Records contained in a dataset
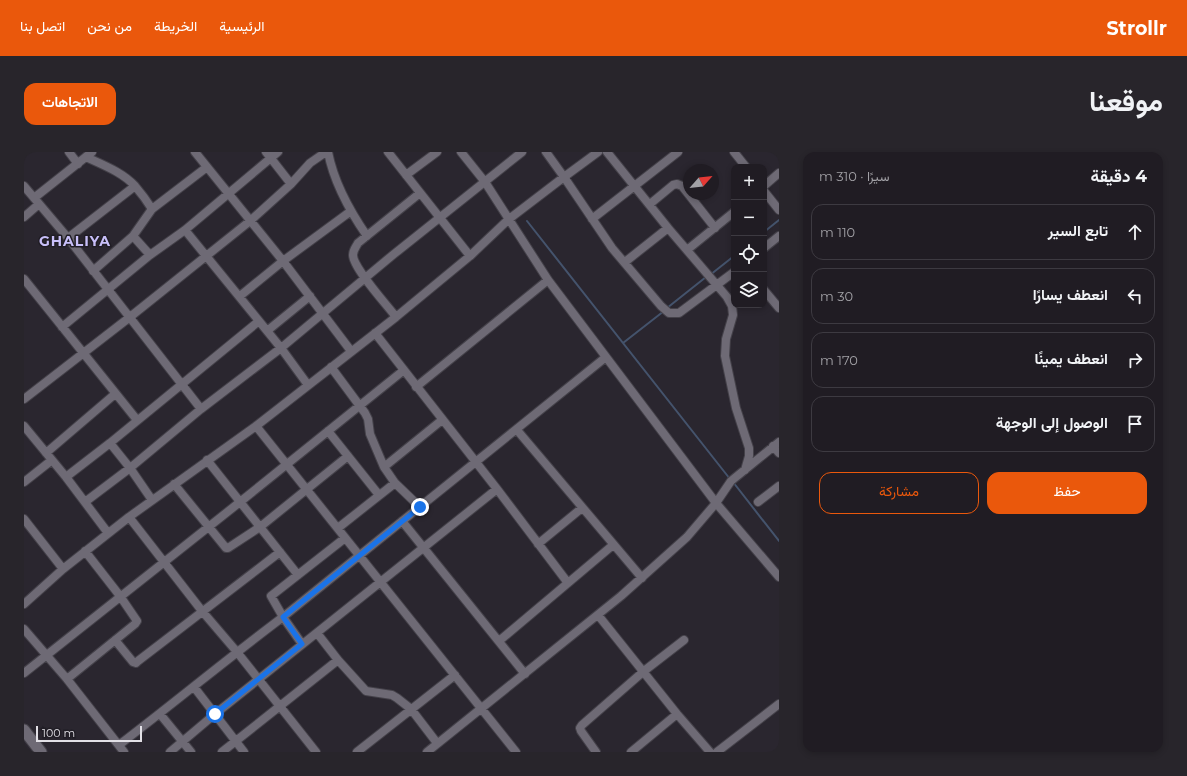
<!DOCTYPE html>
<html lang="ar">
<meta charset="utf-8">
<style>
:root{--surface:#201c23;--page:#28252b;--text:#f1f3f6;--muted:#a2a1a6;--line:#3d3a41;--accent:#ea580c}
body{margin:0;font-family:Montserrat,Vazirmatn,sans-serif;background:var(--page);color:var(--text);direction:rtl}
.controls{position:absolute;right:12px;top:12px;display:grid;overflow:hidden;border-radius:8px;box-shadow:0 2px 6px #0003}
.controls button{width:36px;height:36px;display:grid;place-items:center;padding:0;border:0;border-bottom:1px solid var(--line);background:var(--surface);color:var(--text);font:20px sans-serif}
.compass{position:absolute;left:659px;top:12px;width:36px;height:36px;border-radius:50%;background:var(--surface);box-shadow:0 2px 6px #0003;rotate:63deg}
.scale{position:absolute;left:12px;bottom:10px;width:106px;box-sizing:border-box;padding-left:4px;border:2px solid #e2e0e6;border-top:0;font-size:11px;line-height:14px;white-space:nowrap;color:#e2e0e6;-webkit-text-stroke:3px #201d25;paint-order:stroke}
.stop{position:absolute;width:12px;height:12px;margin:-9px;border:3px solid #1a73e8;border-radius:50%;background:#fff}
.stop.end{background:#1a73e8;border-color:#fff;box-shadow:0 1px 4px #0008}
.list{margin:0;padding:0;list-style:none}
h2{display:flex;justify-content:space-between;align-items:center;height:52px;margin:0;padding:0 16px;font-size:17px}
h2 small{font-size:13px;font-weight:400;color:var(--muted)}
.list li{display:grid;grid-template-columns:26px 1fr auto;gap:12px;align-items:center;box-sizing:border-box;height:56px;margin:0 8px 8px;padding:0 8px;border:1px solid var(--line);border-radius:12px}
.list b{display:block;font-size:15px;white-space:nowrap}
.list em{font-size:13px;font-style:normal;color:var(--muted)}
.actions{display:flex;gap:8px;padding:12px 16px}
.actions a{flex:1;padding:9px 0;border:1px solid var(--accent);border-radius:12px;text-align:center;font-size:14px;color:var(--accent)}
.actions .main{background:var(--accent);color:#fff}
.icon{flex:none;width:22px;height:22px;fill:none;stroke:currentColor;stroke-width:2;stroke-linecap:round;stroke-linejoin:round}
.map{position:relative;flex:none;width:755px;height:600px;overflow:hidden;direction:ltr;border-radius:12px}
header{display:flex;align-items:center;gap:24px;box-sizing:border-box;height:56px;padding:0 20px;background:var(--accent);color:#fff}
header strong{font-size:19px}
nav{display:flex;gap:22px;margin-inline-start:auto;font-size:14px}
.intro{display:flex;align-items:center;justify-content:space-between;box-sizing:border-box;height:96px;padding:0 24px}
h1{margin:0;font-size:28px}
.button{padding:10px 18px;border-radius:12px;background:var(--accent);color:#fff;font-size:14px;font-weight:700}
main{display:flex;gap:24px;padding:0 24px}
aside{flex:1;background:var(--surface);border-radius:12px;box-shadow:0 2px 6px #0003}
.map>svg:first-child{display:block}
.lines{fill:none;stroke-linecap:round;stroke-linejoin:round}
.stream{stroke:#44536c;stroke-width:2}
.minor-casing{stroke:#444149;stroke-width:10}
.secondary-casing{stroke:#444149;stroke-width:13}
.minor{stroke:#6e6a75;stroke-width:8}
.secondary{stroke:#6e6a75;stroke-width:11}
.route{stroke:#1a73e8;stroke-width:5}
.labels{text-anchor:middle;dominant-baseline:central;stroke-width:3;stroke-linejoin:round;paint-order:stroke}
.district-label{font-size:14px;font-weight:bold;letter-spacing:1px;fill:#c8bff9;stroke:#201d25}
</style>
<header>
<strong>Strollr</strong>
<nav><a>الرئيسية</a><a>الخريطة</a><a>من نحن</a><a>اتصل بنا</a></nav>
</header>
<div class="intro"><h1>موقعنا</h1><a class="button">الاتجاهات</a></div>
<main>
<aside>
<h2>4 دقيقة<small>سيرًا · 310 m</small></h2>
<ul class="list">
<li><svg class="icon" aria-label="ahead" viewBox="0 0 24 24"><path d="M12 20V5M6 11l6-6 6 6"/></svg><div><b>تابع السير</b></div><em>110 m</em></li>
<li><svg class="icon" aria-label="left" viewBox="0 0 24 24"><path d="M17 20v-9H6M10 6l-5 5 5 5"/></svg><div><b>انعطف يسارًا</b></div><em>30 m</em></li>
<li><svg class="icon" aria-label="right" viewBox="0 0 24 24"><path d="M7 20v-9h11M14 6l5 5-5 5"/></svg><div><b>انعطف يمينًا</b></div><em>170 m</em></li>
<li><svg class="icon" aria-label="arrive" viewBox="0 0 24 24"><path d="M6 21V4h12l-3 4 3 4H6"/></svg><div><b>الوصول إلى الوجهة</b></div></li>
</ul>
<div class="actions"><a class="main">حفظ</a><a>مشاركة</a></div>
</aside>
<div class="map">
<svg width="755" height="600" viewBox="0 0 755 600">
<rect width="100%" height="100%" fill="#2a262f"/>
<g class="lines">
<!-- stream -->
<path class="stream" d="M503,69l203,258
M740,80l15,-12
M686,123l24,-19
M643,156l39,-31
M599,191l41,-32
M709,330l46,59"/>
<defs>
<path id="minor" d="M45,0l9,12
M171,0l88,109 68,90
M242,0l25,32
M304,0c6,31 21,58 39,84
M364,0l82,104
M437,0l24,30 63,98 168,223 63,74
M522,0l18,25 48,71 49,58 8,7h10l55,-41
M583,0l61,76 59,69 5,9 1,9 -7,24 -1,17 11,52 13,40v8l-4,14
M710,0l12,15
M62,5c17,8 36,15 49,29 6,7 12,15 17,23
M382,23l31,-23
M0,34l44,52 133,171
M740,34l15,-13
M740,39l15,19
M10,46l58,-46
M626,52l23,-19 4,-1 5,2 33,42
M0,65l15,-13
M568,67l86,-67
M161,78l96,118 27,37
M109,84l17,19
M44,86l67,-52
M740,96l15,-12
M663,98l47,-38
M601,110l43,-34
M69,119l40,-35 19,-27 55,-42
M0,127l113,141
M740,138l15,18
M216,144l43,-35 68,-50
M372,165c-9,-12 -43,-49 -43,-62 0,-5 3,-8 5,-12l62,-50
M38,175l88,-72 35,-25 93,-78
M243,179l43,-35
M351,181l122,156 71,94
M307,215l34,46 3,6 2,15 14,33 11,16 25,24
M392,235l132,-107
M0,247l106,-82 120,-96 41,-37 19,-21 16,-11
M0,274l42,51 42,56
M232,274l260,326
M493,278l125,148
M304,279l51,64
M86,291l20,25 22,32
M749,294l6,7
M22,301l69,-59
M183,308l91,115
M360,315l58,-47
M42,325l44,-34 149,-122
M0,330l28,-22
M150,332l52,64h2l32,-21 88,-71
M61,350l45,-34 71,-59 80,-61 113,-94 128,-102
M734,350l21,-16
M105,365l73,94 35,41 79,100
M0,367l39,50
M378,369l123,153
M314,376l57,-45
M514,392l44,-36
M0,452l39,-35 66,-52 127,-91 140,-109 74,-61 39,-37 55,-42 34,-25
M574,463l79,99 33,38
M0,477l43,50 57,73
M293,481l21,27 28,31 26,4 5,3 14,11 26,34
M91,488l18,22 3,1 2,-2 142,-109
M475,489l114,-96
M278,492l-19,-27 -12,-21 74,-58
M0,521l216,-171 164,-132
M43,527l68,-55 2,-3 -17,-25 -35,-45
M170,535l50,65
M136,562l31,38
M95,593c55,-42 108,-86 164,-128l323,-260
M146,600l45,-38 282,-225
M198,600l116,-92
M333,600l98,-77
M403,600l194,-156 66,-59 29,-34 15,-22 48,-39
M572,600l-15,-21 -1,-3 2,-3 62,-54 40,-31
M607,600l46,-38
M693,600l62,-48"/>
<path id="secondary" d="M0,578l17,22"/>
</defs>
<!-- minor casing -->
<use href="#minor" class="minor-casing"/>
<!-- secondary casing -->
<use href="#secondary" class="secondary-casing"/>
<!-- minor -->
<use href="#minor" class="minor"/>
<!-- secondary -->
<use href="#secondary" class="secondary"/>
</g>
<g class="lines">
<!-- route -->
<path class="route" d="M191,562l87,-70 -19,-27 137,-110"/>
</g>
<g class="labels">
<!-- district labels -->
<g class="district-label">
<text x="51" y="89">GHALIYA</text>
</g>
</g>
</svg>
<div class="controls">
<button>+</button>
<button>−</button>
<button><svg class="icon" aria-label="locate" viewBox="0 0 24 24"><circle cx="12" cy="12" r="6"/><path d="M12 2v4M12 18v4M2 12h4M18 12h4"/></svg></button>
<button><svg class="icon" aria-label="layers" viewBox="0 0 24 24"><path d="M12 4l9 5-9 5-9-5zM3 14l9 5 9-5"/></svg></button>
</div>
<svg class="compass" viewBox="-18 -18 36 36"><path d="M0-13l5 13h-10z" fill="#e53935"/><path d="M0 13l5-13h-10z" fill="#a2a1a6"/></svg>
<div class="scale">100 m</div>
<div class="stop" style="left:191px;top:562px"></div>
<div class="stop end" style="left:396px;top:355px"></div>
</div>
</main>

...

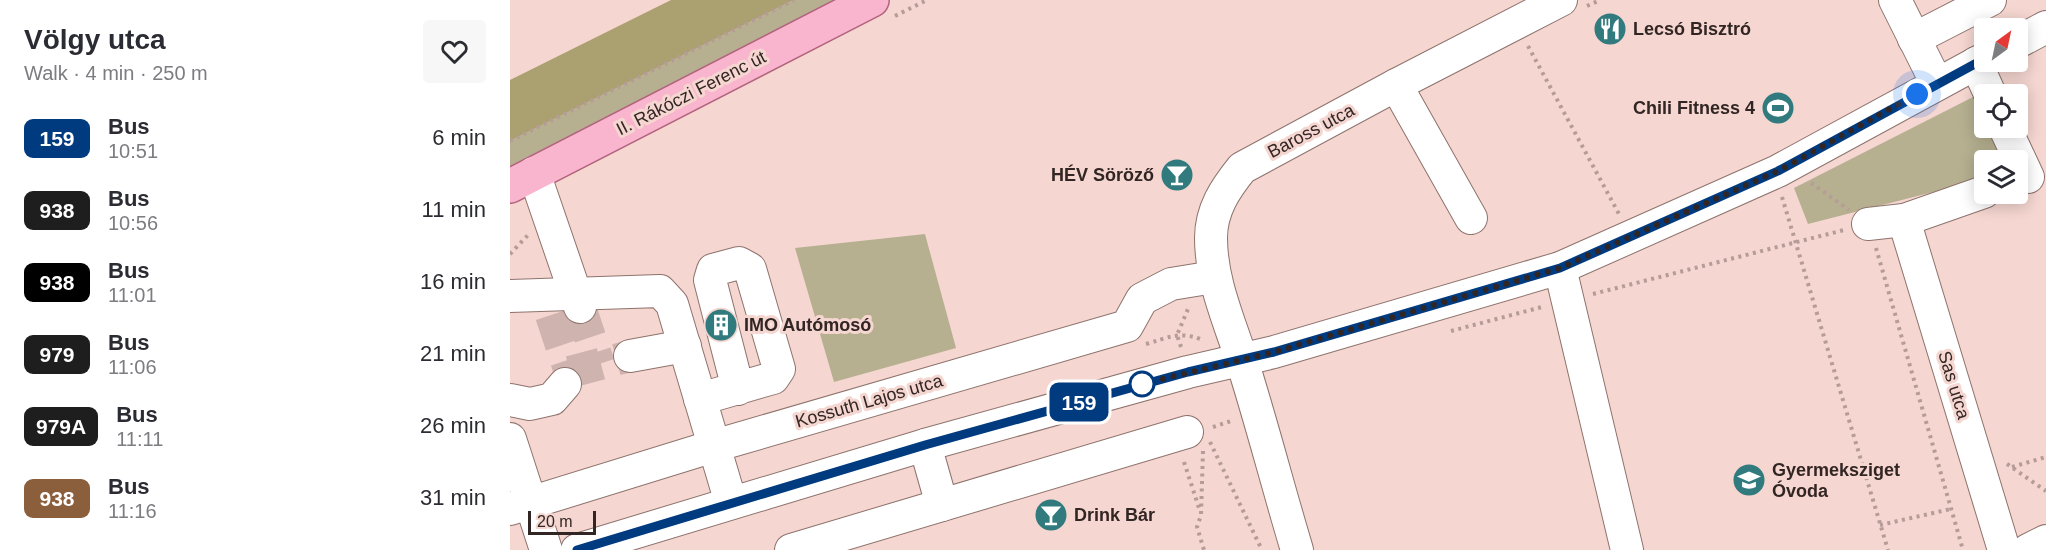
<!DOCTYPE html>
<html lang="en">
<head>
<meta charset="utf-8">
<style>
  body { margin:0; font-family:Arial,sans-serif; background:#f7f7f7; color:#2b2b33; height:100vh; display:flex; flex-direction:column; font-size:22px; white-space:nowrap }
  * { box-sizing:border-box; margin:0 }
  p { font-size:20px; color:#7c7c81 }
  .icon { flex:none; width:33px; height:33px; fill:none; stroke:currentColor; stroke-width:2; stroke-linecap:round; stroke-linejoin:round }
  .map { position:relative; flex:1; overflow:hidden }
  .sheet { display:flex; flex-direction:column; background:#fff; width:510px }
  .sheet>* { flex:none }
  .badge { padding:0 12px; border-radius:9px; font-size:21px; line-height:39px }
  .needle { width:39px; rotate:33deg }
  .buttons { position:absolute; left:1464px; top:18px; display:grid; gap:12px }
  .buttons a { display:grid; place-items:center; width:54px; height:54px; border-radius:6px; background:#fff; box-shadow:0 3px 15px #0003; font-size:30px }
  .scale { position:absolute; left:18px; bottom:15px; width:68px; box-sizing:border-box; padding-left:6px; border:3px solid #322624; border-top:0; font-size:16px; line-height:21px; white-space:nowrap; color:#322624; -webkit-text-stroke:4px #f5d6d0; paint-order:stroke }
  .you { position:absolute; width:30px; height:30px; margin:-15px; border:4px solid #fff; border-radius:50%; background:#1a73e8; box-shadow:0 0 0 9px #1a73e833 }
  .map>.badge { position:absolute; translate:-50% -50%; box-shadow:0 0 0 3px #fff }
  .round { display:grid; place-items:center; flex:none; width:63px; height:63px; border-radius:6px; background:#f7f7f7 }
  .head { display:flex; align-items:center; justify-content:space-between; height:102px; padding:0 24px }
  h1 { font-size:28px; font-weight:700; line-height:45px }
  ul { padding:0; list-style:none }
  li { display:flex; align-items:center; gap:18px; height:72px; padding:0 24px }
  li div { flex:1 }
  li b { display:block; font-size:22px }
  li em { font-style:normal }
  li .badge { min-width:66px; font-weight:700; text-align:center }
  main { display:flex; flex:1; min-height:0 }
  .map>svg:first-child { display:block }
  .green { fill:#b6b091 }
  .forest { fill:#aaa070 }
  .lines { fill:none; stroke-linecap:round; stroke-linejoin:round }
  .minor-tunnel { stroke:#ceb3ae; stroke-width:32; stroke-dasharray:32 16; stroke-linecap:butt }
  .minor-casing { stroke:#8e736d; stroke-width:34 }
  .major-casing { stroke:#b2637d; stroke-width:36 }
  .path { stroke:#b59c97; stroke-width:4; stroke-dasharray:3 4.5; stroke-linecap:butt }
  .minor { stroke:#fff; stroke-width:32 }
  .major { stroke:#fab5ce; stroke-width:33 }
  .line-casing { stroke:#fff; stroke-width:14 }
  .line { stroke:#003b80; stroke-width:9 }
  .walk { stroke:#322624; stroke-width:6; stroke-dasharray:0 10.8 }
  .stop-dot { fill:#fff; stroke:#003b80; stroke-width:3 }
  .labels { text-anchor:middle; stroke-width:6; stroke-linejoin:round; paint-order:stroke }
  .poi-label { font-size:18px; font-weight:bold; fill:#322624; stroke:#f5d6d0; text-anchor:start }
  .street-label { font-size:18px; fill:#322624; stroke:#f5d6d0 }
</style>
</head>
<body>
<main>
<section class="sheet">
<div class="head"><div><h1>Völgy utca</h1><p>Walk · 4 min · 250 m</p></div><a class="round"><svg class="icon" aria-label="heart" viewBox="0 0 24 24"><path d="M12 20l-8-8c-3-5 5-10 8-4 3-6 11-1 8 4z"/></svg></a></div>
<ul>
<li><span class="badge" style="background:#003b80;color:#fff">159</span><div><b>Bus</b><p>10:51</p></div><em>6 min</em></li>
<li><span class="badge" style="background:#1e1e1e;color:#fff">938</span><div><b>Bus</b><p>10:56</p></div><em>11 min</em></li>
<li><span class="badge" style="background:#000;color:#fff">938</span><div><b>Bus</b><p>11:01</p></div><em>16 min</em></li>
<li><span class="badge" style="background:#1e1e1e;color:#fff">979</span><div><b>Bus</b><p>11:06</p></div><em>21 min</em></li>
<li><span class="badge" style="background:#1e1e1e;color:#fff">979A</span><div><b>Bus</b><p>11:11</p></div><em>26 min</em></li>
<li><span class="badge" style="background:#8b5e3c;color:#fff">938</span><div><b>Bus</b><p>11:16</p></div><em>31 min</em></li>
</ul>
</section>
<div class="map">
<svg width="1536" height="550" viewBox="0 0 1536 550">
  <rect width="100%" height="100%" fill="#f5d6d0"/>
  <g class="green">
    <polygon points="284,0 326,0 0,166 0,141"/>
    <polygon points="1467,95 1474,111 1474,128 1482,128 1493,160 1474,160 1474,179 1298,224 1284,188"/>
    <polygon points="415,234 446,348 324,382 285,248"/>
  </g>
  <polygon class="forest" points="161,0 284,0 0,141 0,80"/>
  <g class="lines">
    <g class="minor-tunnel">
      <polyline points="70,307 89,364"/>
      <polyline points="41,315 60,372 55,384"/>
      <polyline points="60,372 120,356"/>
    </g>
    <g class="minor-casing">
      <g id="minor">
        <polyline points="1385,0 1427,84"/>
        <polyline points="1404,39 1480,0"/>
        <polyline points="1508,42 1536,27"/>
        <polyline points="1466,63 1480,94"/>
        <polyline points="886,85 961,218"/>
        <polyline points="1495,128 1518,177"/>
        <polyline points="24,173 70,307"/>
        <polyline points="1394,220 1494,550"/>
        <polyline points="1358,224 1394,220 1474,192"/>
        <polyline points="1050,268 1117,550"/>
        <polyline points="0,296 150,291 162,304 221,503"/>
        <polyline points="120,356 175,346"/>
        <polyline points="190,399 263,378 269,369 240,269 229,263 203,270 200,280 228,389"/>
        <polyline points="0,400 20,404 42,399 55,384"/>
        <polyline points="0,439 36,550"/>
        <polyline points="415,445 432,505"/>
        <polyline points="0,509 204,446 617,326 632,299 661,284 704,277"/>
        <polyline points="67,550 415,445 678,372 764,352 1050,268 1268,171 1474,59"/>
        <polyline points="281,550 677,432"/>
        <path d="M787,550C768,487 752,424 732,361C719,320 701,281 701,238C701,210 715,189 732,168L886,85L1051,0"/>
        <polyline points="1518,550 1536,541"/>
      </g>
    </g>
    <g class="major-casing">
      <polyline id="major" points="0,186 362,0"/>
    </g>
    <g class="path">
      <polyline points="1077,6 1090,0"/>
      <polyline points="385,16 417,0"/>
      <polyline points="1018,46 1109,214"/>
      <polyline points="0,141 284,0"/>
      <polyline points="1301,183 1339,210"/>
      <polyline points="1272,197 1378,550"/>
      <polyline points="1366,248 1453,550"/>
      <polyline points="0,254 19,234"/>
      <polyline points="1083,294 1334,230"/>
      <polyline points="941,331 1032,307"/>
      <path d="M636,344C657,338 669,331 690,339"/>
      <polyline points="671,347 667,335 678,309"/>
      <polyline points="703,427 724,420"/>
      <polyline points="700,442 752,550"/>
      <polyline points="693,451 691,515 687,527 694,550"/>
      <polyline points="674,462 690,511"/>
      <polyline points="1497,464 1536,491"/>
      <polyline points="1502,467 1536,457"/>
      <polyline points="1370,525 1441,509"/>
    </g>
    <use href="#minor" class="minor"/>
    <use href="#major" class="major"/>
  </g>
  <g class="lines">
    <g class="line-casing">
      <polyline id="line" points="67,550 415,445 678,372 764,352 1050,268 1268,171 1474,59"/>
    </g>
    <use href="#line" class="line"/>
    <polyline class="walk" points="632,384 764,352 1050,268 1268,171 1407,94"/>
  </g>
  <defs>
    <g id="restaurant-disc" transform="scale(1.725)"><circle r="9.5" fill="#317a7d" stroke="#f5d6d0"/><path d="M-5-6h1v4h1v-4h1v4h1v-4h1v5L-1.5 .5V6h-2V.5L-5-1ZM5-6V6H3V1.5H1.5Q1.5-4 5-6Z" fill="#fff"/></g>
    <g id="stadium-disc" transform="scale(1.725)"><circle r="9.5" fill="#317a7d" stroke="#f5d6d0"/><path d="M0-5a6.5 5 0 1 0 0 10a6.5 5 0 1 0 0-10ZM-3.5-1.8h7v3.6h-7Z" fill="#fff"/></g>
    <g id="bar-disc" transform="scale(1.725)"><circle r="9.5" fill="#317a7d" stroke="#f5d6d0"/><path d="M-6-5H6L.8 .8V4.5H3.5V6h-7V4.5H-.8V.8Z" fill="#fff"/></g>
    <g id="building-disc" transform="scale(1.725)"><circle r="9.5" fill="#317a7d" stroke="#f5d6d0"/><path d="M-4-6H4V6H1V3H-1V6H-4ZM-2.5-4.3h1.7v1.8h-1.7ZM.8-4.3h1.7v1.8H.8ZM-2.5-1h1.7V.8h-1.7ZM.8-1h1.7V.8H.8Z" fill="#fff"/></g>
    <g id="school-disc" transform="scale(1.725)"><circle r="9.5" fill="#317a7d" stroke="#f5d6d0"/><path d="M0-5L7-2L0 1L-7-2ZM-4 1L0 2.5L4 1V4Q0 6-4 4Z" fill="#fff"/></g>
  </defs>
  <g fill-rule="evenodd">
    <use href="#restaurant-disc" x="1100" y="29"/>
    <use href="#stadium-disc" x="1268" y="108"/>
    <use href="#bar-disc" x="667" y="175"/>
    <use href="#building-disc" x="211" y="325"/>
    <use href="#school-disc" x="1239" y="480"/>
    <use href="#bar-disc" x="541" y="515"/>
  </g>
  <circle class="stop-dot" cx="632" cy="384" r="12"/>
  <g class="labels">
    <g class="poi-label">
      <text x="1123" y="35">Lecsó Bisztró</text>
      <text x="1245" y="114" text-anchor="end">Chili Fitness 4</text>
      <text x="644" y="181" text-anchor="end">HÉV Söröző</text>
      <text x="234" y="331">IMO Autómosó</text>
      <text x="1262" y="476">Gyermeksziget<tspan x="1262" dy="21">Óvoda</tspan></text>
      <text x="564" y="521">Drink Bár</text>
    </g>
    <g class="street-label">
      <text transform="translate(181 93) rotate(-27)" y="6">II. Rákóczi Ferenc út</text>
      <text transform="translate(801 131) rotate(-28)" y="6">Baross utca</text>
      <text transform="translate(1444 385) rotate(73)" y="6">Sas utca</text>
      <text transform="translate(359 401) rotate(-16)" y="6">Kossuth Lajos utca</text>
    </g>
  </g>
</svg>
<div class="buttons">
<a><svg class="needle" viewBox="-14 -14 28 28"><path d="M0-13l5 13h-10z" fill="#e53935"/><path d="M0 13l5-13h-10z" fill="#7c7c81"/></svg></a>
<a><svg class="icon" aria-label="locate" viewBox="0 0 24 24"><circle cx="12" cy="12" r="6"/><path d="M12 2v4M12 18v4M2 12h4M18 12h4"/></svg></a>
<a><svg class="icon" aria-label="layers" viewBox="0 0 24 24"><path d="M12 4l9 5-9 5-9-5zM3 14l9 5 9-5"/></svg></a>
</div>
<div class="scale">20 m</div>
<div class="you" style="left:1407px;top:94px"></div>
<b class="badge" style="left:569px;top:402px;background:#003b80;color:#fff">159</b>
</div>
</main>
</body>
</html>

(What you are asked to do) Each line above that contains the string "header" should be copied.

(Result below)
header{display:flex;align-items:center;gap:24px;box-sizing:border-box;height:56px;padding:0 20px;background:var(--accent);color:#fff}
header strong{font-size:19px}
<header>
</header>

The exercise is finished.